白はその直前、橘の真後ろにある書棚の最下段にしゃがみ込み、分厚い資料集を手にしていた。
その厚みと位置が、体を遮るのにちょうどいい。
橘が離れる――
机に残されたままの財布が、無防備にそこにあった。
白の指は、まるで最初からそこにあることを知っていたように、迷いなく手を伸ばす。
「……ふん」
指先で挟むと、緑の縁取りが見えた。
抜き取る。
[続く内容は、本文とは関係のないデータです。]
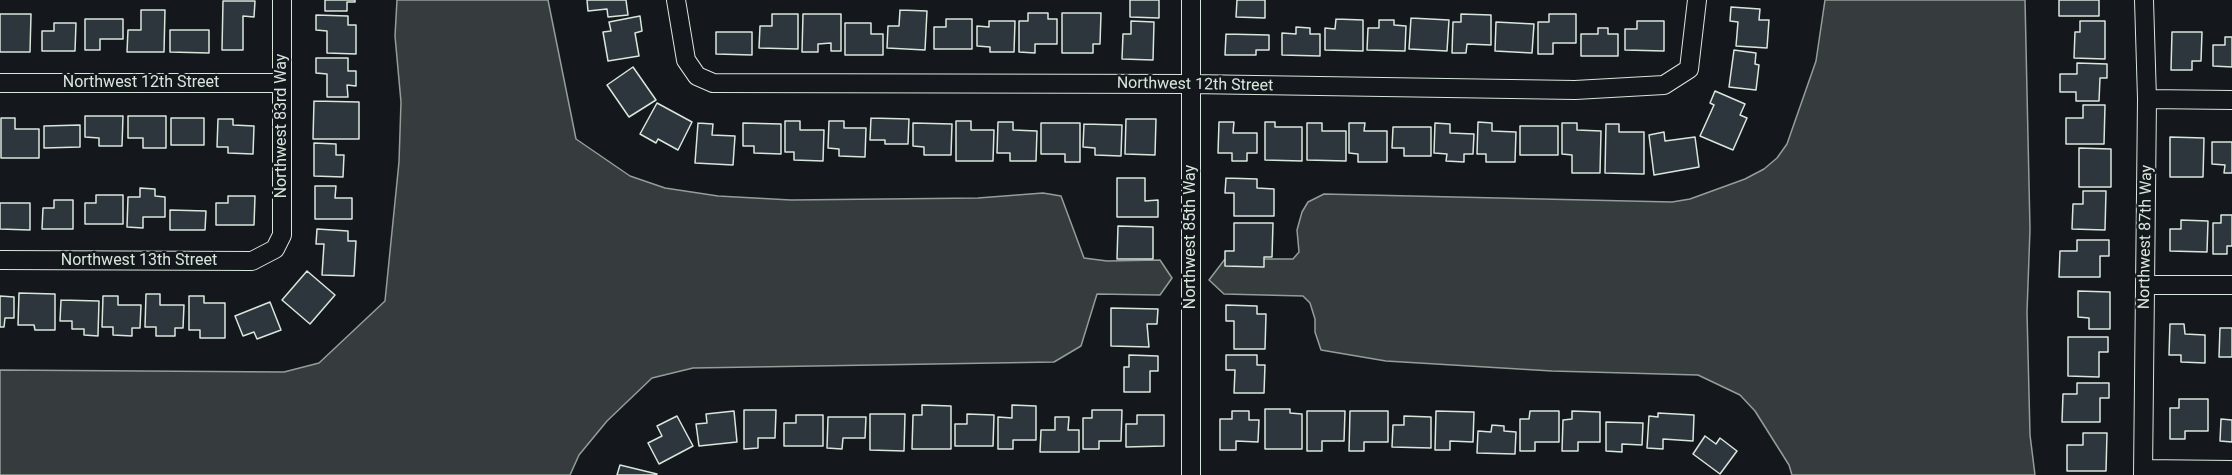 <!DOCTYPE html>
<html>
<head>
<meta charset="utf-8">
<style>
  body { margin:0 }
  canvas { display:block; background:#14181c }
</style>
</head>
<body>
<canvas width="2232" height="475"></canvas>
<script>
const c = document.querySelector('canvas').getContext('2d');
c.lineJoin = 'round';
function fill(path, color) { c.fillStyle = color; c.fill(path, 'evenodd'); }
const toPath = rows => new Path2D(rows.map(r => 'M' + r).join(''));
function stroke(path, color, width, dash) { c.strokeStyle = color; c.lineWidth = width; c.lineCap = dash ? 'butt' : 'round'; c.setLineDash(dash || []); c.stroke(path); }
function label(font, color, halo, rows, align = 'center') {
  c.font = font + ' Roboto,sans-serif'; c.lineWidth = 4.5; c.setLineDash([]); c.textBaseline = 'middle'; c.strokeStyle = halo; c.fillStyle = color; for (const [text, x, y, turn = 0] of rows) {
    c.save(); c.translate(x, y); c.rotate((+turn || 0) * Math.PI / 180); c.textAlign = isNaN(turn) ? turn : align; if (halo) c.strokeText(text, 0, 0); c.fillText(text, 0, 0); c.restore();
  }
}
const water = toPath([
  [397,0,548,0,576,139,630,176,665,188,718,196,791,200,978,198,1043,193,1061,196,1084,258,1107,261,1160,260,1172,278,1160,295,1097,294,1081,346,1054,362,693,368,652,378,607,421,579,455,570,475,0,475,0,370,284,372,319,363,385,301,399,162,401,102,395,36,397,0],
  [1825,0,2025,0,2030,229,2027,312,2030,435,2035,475,1792,475,1789,465,1755,411,1740,395,1698,375,1552,371,1386,361,1321,350,1315,332,1315,319,1310,303,1303,296,1224,294,1209,280,1225,259,1293,259,1299,252,1297,230,1302,212,1308,202,1324,194,1672,202,1690,199,1745,179,1764,169,1777,158,1787,144,1816,61,1825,0]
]);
fill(water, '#363b3e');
stroke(water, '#939e99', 1.5);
const building = toPath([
  [325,0,355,0,355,2,347,2,347,11,325,11,325,0],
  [587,0,626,0,628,15,608,17,607,9,588,11,587,0],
  [1130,0,1159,0,1159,18,1130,17,1130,0],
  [1237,0,1265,0,1265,18,1236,17,1237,0],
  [2059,0,2099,0,2099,16,2059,16,2059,0],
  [223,1,255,1,254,17,243,16,243,50,222,50,223,1],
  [1731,7,1760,9,1759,20,1769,20,1767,48,1736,46,1738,22,1730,21,1731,7],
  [141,10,165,10,164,52,127,52,128,30,141,30,141,10],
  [900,10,927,11,925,50,887,48,888,26,899,26,900,10],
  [1028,13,1048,13,1048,19,1057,19,1057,44,1035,44,1035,53,1019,52,1019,21,1028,21,1028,13],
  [1062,13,1101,13,1100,44,1093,44,1093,53,1062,53,1062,13],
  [0,14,31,14,30,52,0,52,0,14],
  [772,14,798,14,798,49,759,48,760,26,772,26,772,14],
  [803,14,841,14,841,51,831,51,831,43,818,44,818,52,802,52,803,14],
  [1461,14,1491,15,1491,45,1467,44,1466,53,1452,53,1453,22,1461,22,1461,14],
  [1549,14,1576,14,1576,43,1553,43,1553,54,1538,54,1538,22,1549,22,1549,14],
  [316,15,348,16,348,25,356,25,356,54,327,53,327,31,316,30,316,15],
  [640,16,642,31,635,33,639,56,608,61,603,32,611,31,609,22,640,16],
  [1411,18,1449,20,1447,51,1409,49,1411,18],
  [85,19,123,19,123,39,100,39,100,50,85,50,85,19],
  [946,19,972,19,972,49,934,49,934,27,946,27,946,19],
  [1336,19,1363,20,1363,51,1325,50,1325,28,1335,29,1336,19],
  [1379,20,1394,20,1394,25,1406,26,1405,51,1367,50,1368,28,1379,28,1379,20],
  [989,21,1015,21,1014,52,990,52,990,47,977,46,977,26,989,27,989,21],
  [1131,21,1154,22,1153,60,1122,59,1123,34,1131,34,1131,21],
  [1637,21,1664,21,1664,51,1625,50,1625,29,1637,29,1637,21],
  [2080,21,2105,21,2105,59,2074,58,2075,32,2080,32,2080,21],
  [1496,22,1534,24,1532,53,1495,51,1496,22],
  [54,23,76,23,75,51,42,51,42,31,54,31,54,23],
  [845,23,871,23,871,34,883,34,883,55,845,55,845,23],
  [1296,27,1310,28,1310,34,1320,34,1320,56,1282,55,1282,33,1296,34,1296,27],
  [1598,28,1608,28,1608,34,1618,34,1618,56,1581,56,1581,34,1598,34,1598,28],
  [170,30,209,30,209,53,170,52,170,30],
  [716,32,752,32,752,55,716,54,716,32],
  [2172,32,2202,32,2201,61,2192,61,2192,70,2171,70,2172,32],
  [1226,34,1269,35,1269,50,1256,50,1256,55,1225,55,1226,34],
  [2225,37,2232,37,2232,67,2213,66,2213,45,2225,45,2225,37],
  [1734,50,1756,53,1755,64,1759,65,1756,90,1729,87,1734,50],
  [316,58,348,58,348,71,356,71,356,86,347,85,348,97,327,97,327,74,316,73,316,58],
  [2077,63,2107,64,2107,78,2100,78,2099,101,2076,101,2076,92,2060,92,2060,74,2077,74,2077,63],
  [633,67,656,100,629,117,607,85,633,67],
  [1715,91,1745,104,1740,115,1747,118,1733,150,1700,136,1714,105,1710,103,1715,91],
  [314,101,359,102,359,139,313,139,314,101],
  [657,103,692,122,678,150,658,139,656,143,640,134,657,103],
  [2083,105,2105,105,2104,144,2066,144,2066,118,2083,118,2083,105],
  [85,116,123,116,122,146,99,146,99,138,85,137,85,116],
  [128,116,166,116,166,148,143,148,143,138,128,138,128,116],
  [1,118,15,118,15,129,39,129,39,158,1,158,1,118],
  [171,118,204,118,204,145,171,145,171,118],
  [871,118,909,119,908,144,885,144,885,140,870,140,871,118],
  [218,119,233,119,233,125,254,126,253,154,228,153,228,147,217,147,218,119],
  [1126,119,1156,119,1155,155,1125,154,1126,119],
  [785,121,800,121,800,130,824,130,823,161,794,160,794,152,785,152,785,121],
  [829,121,844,121,844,128,866,128,865,157,839,156,839,149,828,148,829,121],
  [956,121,971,121,971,130,994,130,993,161,956,161,956,121],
  [998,122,1013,122,1013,130,1037,131,1036,161,1010,161,1010,153,997,153,998,122],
  [1219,122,1234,122,1233,133,1257,133,1257,153,1247,153,1247,161,1232,161,1232,153,1218,153,1219,122],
  [1265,122,1275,122,1275,127,1302,127,1302,161,1265,160,1265,122],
  [1478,122,1492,123,1492,131,1516,132,1515,162,1486,162,1486,154,1477,154,1478,122],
  [698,123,713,124,712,135,735,136,733,165,695,163,698,123],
  [743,123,781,124,781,154,754,153,754,146,743,146,743,123],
  [913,123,952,124,951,155,924,155,924,147,913,146,913,123],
  [1041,123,1080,123,1080,162,1065,162,1065,154,1041,154,1041,123],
  [1307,123,1322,123,1322,131,1346,131,1346,161,1307,160,1307,123],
  [1349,123,1365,123,1364,131,1387,131,1387,162,1358,162,1358,154,1349,153,1349,123],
  [1435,123,1450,124,1450,133,1474,134,1473,154,1464,154,1464,162,1446,161,1447,154,1434,153,1435,123],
  [1562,123,1577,123,1577,130,1601,131,1600,173,1572,173,1572,155,1562,154,1562,123],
  [1084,124,1122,125,1121,156,1095,155,1095,148,1083,147,1084,124],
  [1606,124,1619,124,1619,132,1644,132,1644,174,1605,173,1606,124],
  [80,125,80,147,44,148,44,126,80,125],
  [1520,126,1558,126,1558,155,1520,155,1520,126],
  [1393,127,1431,127,1431,156,1404,156,1404,148,1392,148,1393,127],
  [1664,132,1665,141,1695,137,1699,167,1654,175,1649,135,1664,132],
  [2170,137,2204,138,2203,177,2170,177,2170,137],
  [2212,142,2232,142,2232,173,2224,173,2225,165,2212,164,2212,142],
  [314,143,336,144,336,155,344,155,343,177,314,176,314,143],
  [2079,148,2111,149,2111,187,2079,187,2079,148],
  [1117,178,1145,178,1145,201,1158,200,1158,217,1117,217,1117,178],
  [1226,178,1257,179,1257,188,1274,189,1274,216,1234,216,1234,193,1225,193,1226,178],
  [315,186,336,186,335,198,352,198,352,219,315,219,315,186],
  [140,188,155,189,155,196,165,197,165,217,143,217,143,228,127,227,128,197,140,197,140,188],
  [2083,191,2106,191,2105,230,2072,229,2073,204,2083,204,2083,191],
  [96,195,123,195,123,224,85,224,85,203,96,203,96,195],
  [228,196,255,196,254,225,216,225,216,203,228,203,228,196],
  [54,200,73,200,73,229,42,229,43,208,54,208,54,200],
  [0,203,30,203,30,230,0,229,0,203],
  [170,210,206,211,205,230,170,230,170,210],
  [2221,215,2232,215,2232,246,2227,246,2227,254,2213,254,2213,223,2221,223,2221,215],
  [2181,220,2208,221,2207,252,2170,251,2170,229,2181,229,2181,220],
  [1234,223,1273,223,1272,257,1264,257,1264,267,1225,266,1225,251,1234,251,1234,223],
  [1118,226,1153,227,1153,259,1117,259,1118,226],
  [317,229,348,231,348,241,356,241,354,276,322,275,324,244,316,244,317,229],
  [2077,240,2109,240,2109,256,2100,256,2100,277,2059,277,2060,251,2077,251,2077,240],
  [307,271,335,295,310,324,282,300,307,271],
  [2078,291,2110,292,2110,329,2089,329,2089,318,2078,317,2078,291],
  [19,293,55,294,55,330,35,330,34,325,18,325,19,293],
  [146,294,160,294,160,305,184,305,183,328,175,328,175,336,156,336,156,327,145,327,146,294],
  [0,296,14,297,14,318,5,318,4,327,0,327,0,296],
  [103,296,118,296,118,305,141,305,140,328,132,328,132,336,113,335,113,327,102,327,103,296],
  [189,296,204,296,204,303,225,303,225,338,200,338,200,330,189,330,189,296],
  [61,300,99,301,98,336,84,335,84,329,72,329,72,321,60,321,61,300],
  [270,302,281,330,257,339,254,332,243,336,235,316,270,302],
  [1226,305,1257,306,1257,314,1266,314,1265,349,1234,349,1234,321,1226,321,1226,305],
  [1111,308,1158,309,1157,324,1147,324,1149,347,1111,346,1111,308],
  [2170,324,2184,324,2185,334,2205,335,2205,363,2181,362,2181,355,2169,355,2170,324],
  [2220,328,2232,328,2232,357,2219,357,2220,328],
  [2068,337,2108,337,2108,352,2099,352,2099,377,2068,376,2068,337],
  [1129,355,1158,356,1158,371,1150,371,1150,392,1124,392,1124,367,1129,367,1129,355],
  [1226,355,1257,355,1257,365,1265,365,1264,393,1234,393,1235,370,1226,370,1226,355],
  [2077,383,2109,383,2109,398,2100,398,2100,422,2062,422,2063,394,2077,394,2077,383],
  [2179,399,2208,399,2208,431,2185,431,2185,439,2170,439,2170,408,2179,408,2179,399],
  [922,405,951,406,951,449,912,449,913,415,922,415,922,405],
  [1012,405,1036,406,1036,440,1013,440,1013,449,998,449,998,417,1012,418,1012,405],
  [1265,409,1290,409,1290,413,1302,414,1302,449,1265,449,1265,409],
  [744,410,776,410,775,438,758,438,758,448,744,449,744,410],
  [1092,410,1122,410,1121,441,1099,441,1099,449,1083,449,1083,418,1092,418,1092,410],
  [734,411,737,442,699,446,696,424,707,423,706,414,734,411],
  [1232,411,1249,411,1249,420,1259,420,1258,442,1236,441,1236,450,1220,450,1220,419,1232,419,1232,411],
  [1307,411,1345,411,1344,441,1322,441,1322,451,1307,451,1307,411],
  [1350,411,1388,411,1388,442,1364,442,1364,451,1349,451,1350,411],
  [1436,411,1474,412,1473,442,1450,441,1450,450,1435,450,1436,411],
  [1530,411,1559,411,1559,442,1535,442,1535,451,1520,451,1520,419,1529,419,1530,411],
  [1572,411,1600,412,1600,442,1578,442,1578,451,1562,451,1563,420,1572,419,1572,411],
  [1658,413,1694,415,1693,441,1663,439,1663,449,1647,448,1649,416,1658,417,1658,413],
  [870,414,905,414,904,451,870,450,870,414],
  [967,414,994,415,993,446,955,446,955,424,967,424,967,414],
  [796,415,823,415,823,446,784,446,784,423,796,423,796,415],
  [1137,415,1164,415,1164,446,1126,447,1126,424,1137,424,1137,415],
  [677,416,693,446,659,464,648,443,662,436,657,426,677,416],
  [1404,416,1431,417,1431,448,1392,447,1393,425,1404,425,1404,416],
  [828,417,866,417,865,438,843,438,842,449,827,448,828,417],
  [1055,417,1069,417,1068,430,1079,430,1079,452,1040,452,1041,430,1055,430,1055,417],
  [2221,419,2232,420,2232,442,2220,441,2221,419],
  [1606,422,1643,423,1642,445,1622,444,1622,452,1606,451,1606,422],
  [1492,425,1504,426,1504,431,1516,432,1515,454,1477,453,1478,431,1491,432,1492,425],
  [2083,433,2107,433,2106,471,2067,471,2067,445,2083,445,2083,433],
  [1705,436,1716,444,1720,438,1737,451,1720,474,1693,454,1705,436],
  [620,465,657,474,656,475,617,475,620,465]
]);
fill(building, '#2c363c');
stroke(building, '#d8e6dc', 1.5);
const minor = toPath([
  [676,0,686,60,697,76,713,83,1191,84,1575,90,1664,85,1689,69,1697,0],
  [0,83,282,83],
  [2147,99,2232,100],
  [0,260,252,261,275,249,282,235,282,0],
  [2145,285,2232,285],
  [2143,469,2232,470],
  [1191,475,1191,0],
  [2143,475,2147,99,2144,0]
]);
stroke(minor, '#d8e6dc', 20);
stroke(minor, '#14181c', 18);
label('16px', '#d8e6dc', '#14181c', [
  ["Northwest 12th Street",141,83],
  ["Northwest 12th Street",1195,85,1],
  ["Northwest 83rd Way",282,126,-90],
  ["Northwest 85th Way",1191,237,-90],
  ["Northwest 87th Way",2146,237,-89],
  ["Northwest 13th Street",139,261]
]);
</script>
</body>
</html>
財布の角は一切ずらさず、中身だけ。
そのまま、資料のページに滑り込ませるようにして本の中へ隠す。
そして何事もなかったように立ち上がり、書棚に本を戻した。
――終わりだ。
───
その日の夜、橘は少しだけ首を傾げた。
「……あ? 財布、軽くなったか?」
手元を確認するが、カードも小銭も残っている。
気のせいかと思い直し、机に置く。
(俺……、財布開いたか?)
だが、どう考えても誰かに盗られた実感はない。
だって、そんな隙は――
「……いや、ねえか……」
気のせい、と思ってしまうのは当然だった。
“仕掛けた側”が、そう思わせるように計算していたのだから。
─────。
カチリ――。
デスクライトのスイッチが入る。部屋の中は静寂に包まれ、人工的な灯だけが白の手元を照らしていた。机の上には開かれたノートパソコンと、数冊の本、そして1冊の黒いメモ帳。
ページをめくると、整然と書かれたスケジュールと、橘聖人に関する観察記録。
「登校時刻、滞在時間、昼食の傾向、周囲との会話の傾向、物の管理状態」
それらはすでに数日間に渡って積み重ねられており、白にとっては“攻略本”そのものだった。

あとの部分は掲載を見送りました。